And your petitioners shall ever pray etc

  • John Sisson
  • [Charles?] [illegible]}

churchwardens

  • John Glover
  • James Powell
  • John [Barrett?]
  • Henry Eastland}

surveyors of the highways


Richard Cobley. WJ/SP/1740/10/001 (1740). LondonLives reference: LMWJPS654200002

To the worshipfull bench of justices for the
city and liberty of Westminster

The humble petition of Richard Cobley

Sheweth
that your petitioner was assaulted by [three?]
persons now in confinement, and your petitioner
is bound over by the honourable Colonell Deveal for to
prosecute the said persons, but the clerk of the bills
refuses to drawe up a bill (singular) by reason it is two
persons, and they being man and wife, and the assault
committed on them both, all and at the same time

Therefore your petitioner most
humbly prays that you will give order
to the afore said clerk, to put the aforesaid
persons into one bill, he being a poor
man and a large family, or as to your worships
thinks most meet

And your petitioner as in duty bound shall ever pray etc

  • Richard Cobly

Richard Cobley. WJ/SP/1740/10/002 (1740). LondonLives reference: LMWJPS654200003

To the worshipfull bench of justices for the city and
liberty of Westminster

The humble petition of Richard Cobley

Sheweth
that your petitioner, this quarter
sessions of the peace, indicted, one Thomas
Harrison for an assault, and your petitioner
is informed that the said, Thomas Harrison
is discharged from the said indictment
without giving notice of triall to your petitioner.

Therefore your petitioner
most humbly prays that
the worshipful bench, will
be pleased, to take the said
indictment into consideration

and he will pray etc.

  • Richard Cobley

Walter Brett, keeper of the house of correction. WJ/SP/1740/10/003 (1740). LondonLives reference: LMWJPS654200004

To the worshipfull his majesties justices of the peace for
the city and liberty of Westminster in their general quarter
sessions assembled

The humble petition of Walter Brett
keeper of the house of correction

Sheweth
that your petitioner was at the general quarter session of the
peace held for the city and liberty of Westminster on the 30th. day
of June in the 11th. year of the reigne of his present majesty
chosen and appointed by your worshipps master or governour
of the house of correction of Tottle Fields with a salary of 50 pounds
per annum which your petitioner constantly received from the
several parishes within the said city and liberty.

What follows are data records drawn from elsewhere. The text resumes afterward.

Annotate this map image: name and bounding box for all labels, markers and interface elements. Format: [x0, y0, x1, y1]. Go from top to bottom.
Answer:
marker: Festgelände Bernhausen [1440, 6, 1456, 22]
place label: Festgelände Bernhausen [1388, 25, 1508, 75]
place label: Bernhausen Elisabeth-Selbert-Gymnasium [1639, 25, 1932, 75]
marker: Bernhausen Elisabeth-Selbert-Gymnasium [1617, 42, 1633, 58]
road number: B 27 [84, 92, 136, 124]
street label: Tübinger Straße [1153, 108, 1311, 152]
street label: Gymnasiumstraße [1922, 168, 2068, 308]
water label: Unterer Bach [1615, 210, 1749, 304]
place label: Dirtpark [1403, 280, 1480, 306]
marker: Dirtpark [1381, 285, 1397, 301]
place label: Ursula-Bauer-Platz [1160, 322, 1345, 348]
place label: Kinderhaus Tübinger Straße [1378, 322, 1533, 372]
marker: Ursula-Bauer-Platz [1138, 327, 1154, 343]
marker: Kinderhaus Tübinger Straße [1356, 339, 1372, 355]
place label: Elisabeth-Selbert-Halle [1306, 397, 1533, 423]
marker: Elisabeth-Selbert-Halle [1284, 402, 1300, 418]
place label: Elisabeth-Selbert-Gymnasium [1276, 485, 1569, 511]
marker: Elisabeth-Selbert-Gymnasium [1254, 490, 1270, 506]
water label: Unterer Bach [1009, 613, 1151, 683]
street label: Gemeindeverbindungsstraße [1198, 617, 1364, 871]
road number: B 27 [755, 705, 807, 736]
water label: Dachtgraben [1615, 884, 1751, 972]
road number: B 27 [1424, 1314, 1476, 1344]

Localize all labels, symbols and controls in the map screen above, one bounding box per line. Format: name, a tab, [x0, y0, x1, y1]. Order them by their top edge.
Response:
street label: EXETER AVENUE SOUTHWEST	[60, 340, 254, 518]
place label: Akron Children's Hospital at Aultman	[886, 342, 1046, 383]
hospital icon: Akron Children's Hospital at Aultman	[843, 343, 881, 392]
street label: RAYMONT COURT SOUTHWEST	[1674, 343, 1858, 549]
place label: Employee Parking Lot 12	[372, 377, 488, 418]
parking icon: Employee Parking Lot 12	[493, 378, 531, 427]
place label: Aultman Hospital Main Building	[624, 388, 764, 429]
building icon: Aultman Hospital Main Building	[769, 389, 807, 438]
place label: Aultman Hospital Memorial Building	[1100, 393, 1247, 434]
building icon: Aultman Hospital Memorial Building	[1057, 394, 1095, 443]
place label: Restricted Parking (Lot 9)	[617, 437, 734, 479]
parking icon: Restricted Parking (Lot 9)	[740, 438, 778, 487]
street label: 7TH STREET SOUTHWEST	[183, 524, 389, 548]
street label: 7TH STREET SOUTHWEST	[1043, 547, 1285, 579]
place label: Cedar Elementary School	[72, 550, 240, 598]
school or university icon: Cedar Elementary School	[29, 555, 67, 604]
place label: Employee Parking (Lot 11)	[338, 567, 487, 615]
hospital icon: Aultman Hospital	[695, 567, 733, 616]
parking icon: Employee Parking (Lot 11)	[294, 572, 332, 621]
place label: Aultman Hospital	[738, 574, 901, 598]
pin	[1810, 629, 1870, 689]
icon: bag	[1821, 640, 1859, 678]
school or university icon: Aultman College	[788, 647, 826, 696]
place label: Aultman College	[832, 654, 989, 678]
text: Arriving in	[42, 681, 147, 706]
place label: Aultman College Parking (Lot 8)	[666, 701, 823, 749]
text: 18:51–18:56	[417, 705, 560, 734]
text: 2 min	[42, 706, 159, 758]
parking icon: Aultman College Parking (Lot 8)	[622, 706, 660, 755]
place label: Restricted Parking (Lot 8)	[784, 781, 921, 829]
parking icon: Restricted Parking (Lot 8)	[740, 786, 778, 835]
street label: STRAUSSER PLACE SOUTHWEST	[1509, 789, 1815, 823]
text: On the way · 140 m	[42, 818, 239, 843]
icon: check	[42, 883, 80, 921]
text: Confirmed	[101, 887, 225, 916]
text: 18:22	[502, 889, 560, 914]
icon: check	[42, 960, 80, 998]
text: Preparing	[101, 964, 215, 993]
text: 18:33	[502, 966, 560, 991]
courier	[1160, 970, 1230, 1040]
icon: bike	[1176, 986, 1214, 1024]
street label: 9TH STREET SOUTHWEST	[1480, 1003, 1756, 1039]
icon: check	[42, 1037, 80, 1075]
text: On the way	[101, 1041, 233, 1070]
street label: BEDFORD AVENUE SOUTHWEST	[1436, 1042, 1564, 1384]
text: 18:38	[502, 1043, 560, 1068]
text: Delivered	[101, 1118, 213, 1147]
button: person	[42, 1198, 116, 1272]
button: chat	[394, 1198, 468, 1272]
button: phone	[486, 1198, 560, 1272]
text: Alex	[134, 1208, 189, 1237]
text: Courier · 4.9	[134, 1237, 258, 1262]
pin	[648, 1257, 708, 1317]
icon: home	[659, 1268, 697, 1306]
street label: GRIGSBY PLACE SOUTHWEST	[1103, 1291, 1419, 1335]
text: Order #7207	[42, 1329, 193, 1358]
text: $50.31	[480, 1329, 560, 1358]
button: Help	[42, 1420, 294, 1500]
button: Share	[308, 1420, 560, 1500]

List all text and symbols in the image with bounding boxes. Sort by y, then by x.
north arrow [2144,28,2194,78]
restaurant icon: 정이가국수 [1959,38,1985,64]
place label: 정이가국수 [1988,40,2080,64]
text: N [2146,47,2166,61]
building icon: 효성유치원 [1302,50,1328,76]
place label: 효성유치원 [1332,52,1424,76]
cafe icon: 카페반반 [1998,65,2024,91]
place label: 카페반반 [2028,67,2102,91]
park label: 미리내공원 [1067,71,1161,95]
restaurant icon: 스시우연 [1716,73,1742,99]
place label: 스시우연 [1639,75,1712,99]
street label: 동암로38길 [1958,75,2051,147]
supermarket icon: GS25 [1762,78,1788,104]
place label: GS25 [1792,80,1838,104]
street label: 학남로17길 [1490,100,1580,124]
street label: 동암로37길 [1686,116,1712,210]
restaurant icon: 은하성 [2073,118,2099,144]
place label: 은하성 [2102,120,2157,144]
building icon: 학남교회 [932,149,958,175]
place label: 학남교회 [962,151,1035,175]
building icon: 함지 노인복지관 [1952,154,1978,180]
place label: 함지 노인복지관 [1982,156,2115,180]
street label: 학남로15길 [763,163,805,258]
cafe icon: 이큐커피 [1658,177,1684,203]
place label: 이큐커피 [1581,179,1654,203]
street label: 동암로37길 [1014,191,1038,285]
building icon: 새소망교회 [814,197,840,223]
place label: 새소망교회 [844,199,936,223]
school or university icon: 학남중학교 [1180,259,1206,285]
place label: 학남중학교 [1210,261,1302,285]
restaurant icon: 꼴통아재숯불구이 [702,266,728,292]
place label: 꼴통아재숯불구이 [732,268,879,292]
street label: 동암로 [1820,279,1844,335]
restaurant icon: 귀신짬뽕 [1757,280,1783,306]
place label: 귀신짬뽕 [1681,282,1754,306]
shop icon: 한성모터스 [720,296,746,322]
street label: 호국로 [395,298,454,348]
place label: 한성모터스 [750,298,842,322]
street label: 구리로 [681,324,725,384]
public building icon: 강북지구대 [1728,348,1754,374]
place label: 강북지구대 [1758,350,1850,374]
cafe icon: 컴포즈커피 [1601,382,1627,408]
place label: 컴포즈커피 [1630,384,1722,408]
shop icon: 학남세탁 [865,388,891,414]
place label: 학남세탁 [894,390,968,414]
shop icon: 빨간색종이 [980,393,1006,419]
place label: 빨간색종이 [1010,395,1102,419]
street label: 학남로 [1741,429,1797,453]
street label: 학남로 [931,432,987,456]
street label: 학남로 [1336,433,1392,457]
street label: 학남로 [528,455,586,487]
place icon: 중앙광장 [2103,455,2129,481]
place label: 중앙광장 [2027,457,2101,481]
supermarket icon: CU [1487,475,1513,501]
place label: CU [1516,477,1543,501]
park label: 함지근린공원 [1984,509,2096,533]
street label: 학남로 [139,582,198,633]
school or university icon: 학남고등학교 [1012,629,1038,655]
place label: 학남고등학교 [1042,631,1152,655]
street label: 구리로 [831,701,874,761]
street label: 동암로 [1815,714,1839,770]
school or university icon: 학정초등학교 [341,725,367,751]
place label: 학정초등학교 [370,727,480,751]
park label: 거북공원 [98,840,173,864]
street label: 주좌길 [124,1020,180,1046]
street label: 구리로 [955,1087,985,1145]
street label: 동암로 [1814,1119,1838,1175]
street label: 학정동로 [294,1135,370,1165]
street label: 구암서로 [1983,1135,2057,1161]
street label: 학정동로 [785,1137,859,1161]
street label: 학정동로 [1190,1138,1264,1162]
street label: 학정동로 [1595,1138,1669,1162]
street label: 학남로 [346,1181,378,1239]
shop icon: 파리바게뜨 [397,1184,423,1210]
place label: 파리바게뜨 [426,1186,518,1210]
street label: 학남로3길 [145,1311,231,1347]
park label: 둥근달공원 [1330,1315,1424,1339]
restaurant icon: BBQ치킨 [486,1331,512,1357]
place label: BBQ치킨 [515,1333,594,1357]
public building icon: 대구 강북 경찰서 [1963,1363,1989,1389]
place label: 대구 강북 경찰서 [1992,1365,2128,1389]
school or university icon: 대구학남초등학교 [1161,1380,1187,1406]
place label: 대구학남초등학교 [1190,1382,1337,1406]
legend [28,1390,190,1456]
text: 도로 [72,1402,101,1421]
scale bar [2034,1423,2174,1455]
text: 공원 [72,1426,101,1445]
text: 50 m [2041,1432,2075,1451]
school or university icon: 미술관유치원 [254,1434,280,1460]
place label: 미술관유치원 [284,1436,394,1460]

That by the statute of the 12th. year of the reigne of his
present majestie intituled An Act for the More Easy Assessing
Collecting and Levying of County Rates it is enacted that the
justices of the peace for the said city and liberty shall have
full power to appoint the governour or master of the house
of correction within the said city and liberty who shall have
the sum of money yearly as hath been accustomed for and
towards the support and maintenance of the prisoners
in his custody etc (not exceeding 50 pounds by the year) and direct
the treasurer or treasurers of the county of Middlesex and city
and liberty of Westminster to obey all orders which shall
be made by the said justices of the peace of the said city
and liberty or the greater part of them assembled in their
general quarter sessions for the payment of any sum
or sums of money for the allowance allotted to such
governour or master of the house of correction.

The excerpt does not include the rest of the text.